---
license: mit
language:
  - en
library_name: coreml
pipeline_tag: text-to-speech
tags:
  - coreml
  - tts
  - kokoro
  - apple-silicon
  - ane
  - on-device
---

# Kokoro 82M — laishere CoreML port (7-stage, ANE-optimized)
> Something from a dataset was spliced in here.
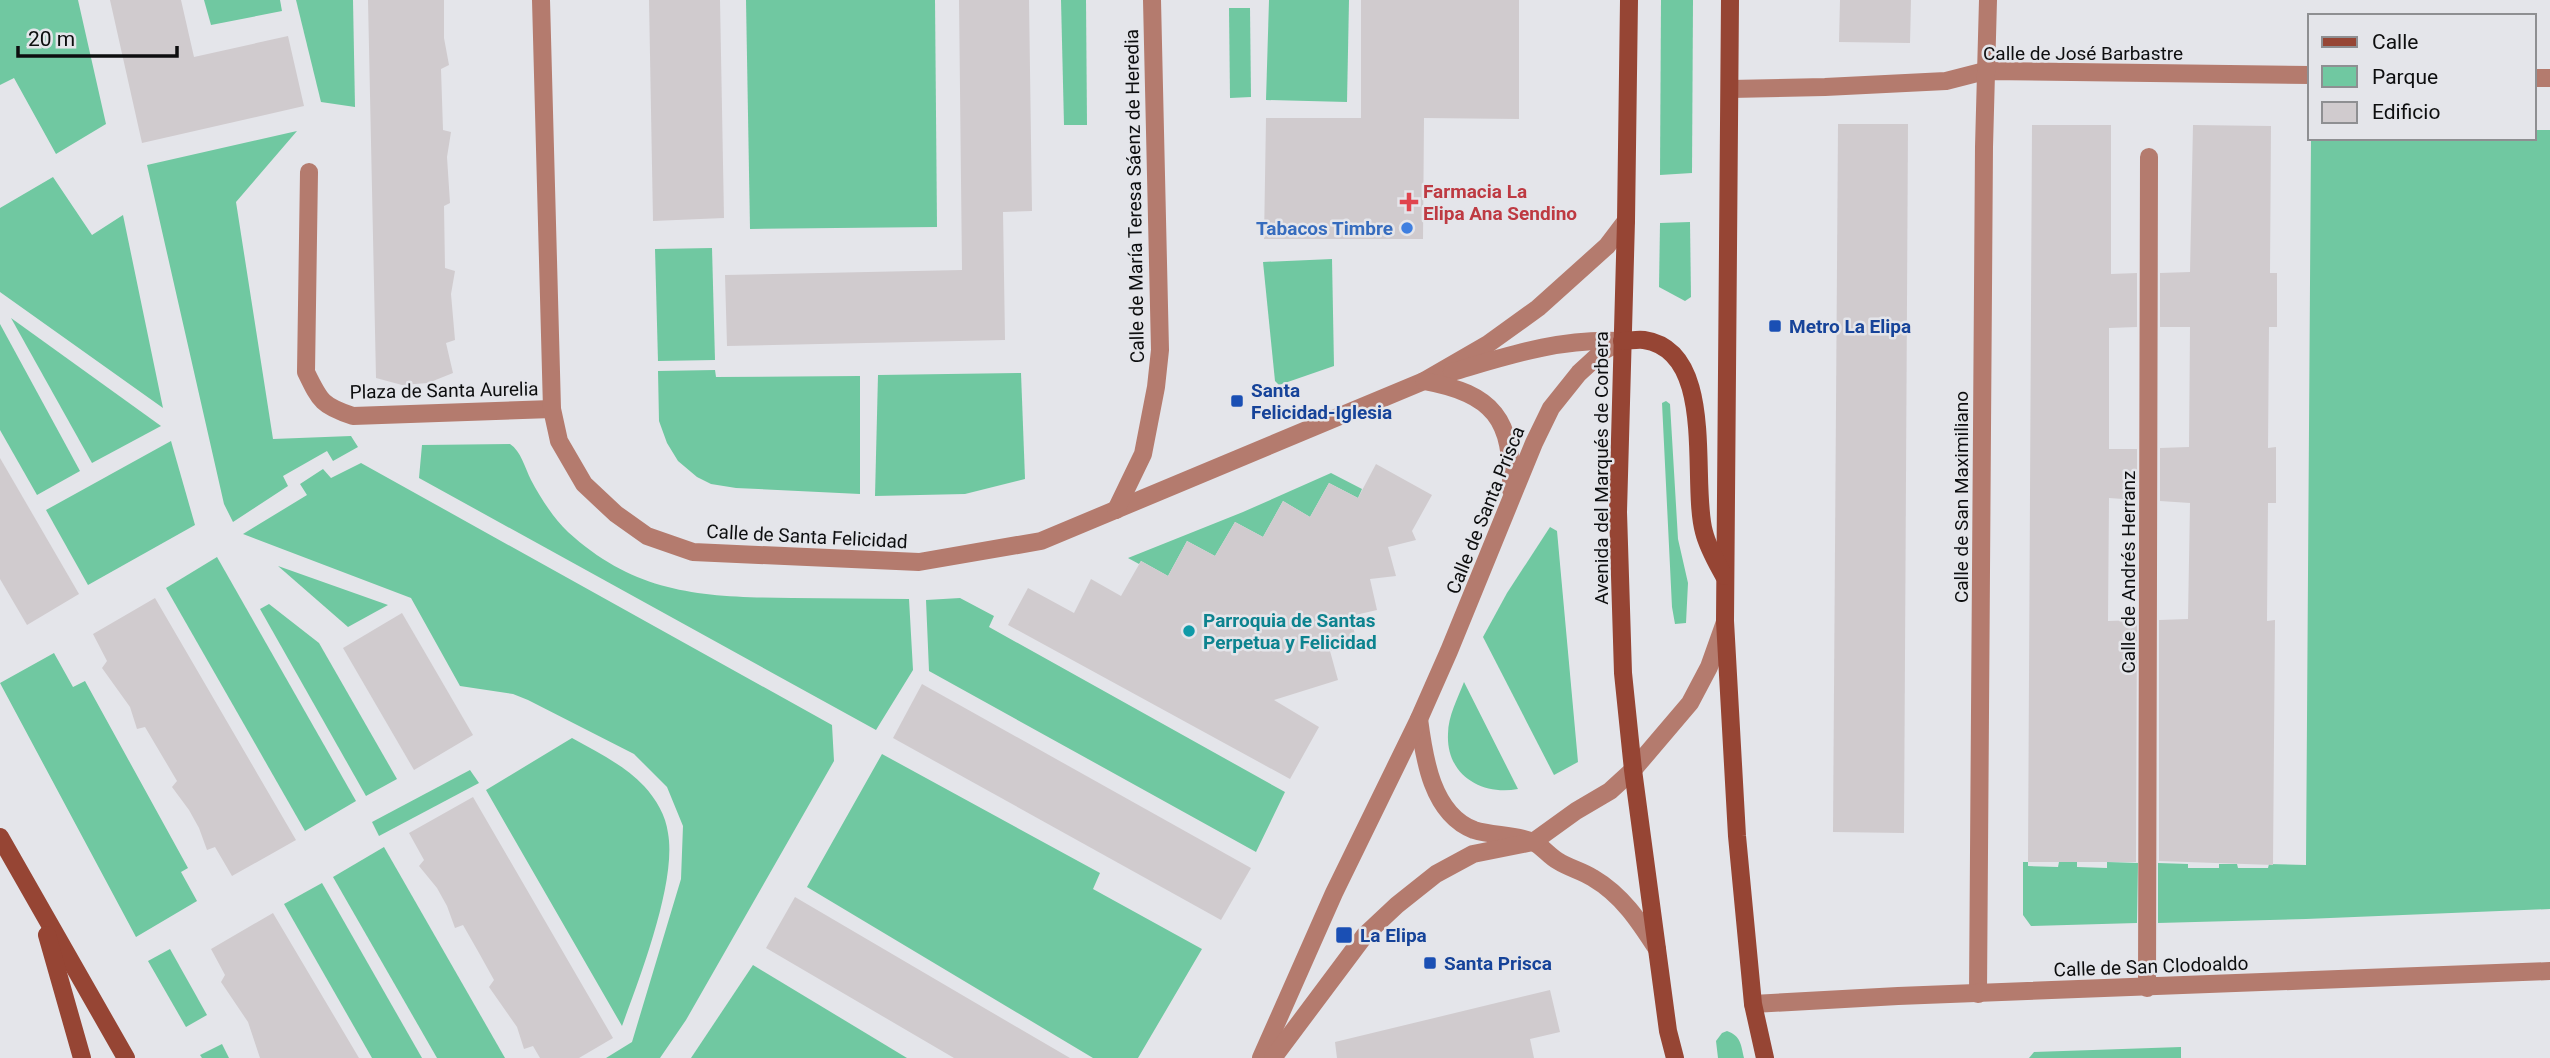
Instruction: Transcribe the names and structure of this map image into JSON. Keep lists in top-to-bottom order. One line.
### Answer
{"streets":{"street":["Calle de José Barbastre","Calle de María Teresa Sáenz de Heredia","Plaza de Santa Aurelia","Avenida del Marqués de Corbera","Calle de San Maximiliano","Calle de Santa Prisca","Calle de Santa Felicidad","Calle de Andrés Herranz","Calle de San Clodoaldo"]},"crossings":[["Calle de José Barbastre","Calle de San Maximiliano"],["Calle de María Teresa Sáenz de Heredia","Calle de Santa Felicidad"],["Plaza de Santa Aurelia","Calle de Santa Felicidad"],["Avenida del Marqués de Corbera","Calle de Santa Prisca"],["Avenida del Marqués de Corbera","Calle de Santa Felicidad"],["Calle de San Maximiliano","Calle de San Clodoaldo"],["Calle de Santa Prisca","Calle de Santa Felicidad"],["Calle de Andrés Herranz","Calle de San Clodoaldo"]],"places":{"health":["Farmacia La Elipa Ana Sendino"],"other":["Tabacos Timbre","Parroquia de Santas Perpetua y Felicidad"],"transit":["Metro La Elipa","Santa Felicidad-Iglesia","La Elipa","Santa Prisca"]},"legend":["Calle","Parque","Edificio"],"scale_bar":"20 m"}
CoreML conversion of [hexgrad/Kokoro-82M](https://huggingface.co/hexgrad/Kokoro-82M) split into a **7-stage chain** for Apple Neural Engine residency, originally produced by [@laishere](https://github.com/laishere/kokoro-coreml) (MIT). Repackaged here for use with [FluidAudio](https://github.com/FluidInference/FluidAudio).

## What's in this repo

Both `.mlpackage` (source) and `.mlmodelc` (compiled, runtime-ready) formats ship in this repo. Loaders that auto-compile (e.g. `xcrun coremlcompiler`, `MLModel.compileModel(at:)`) can use the `.mlpackage`; FluidAudio loads the `.mlmodelc` directly to skip Apple's first-run compile step.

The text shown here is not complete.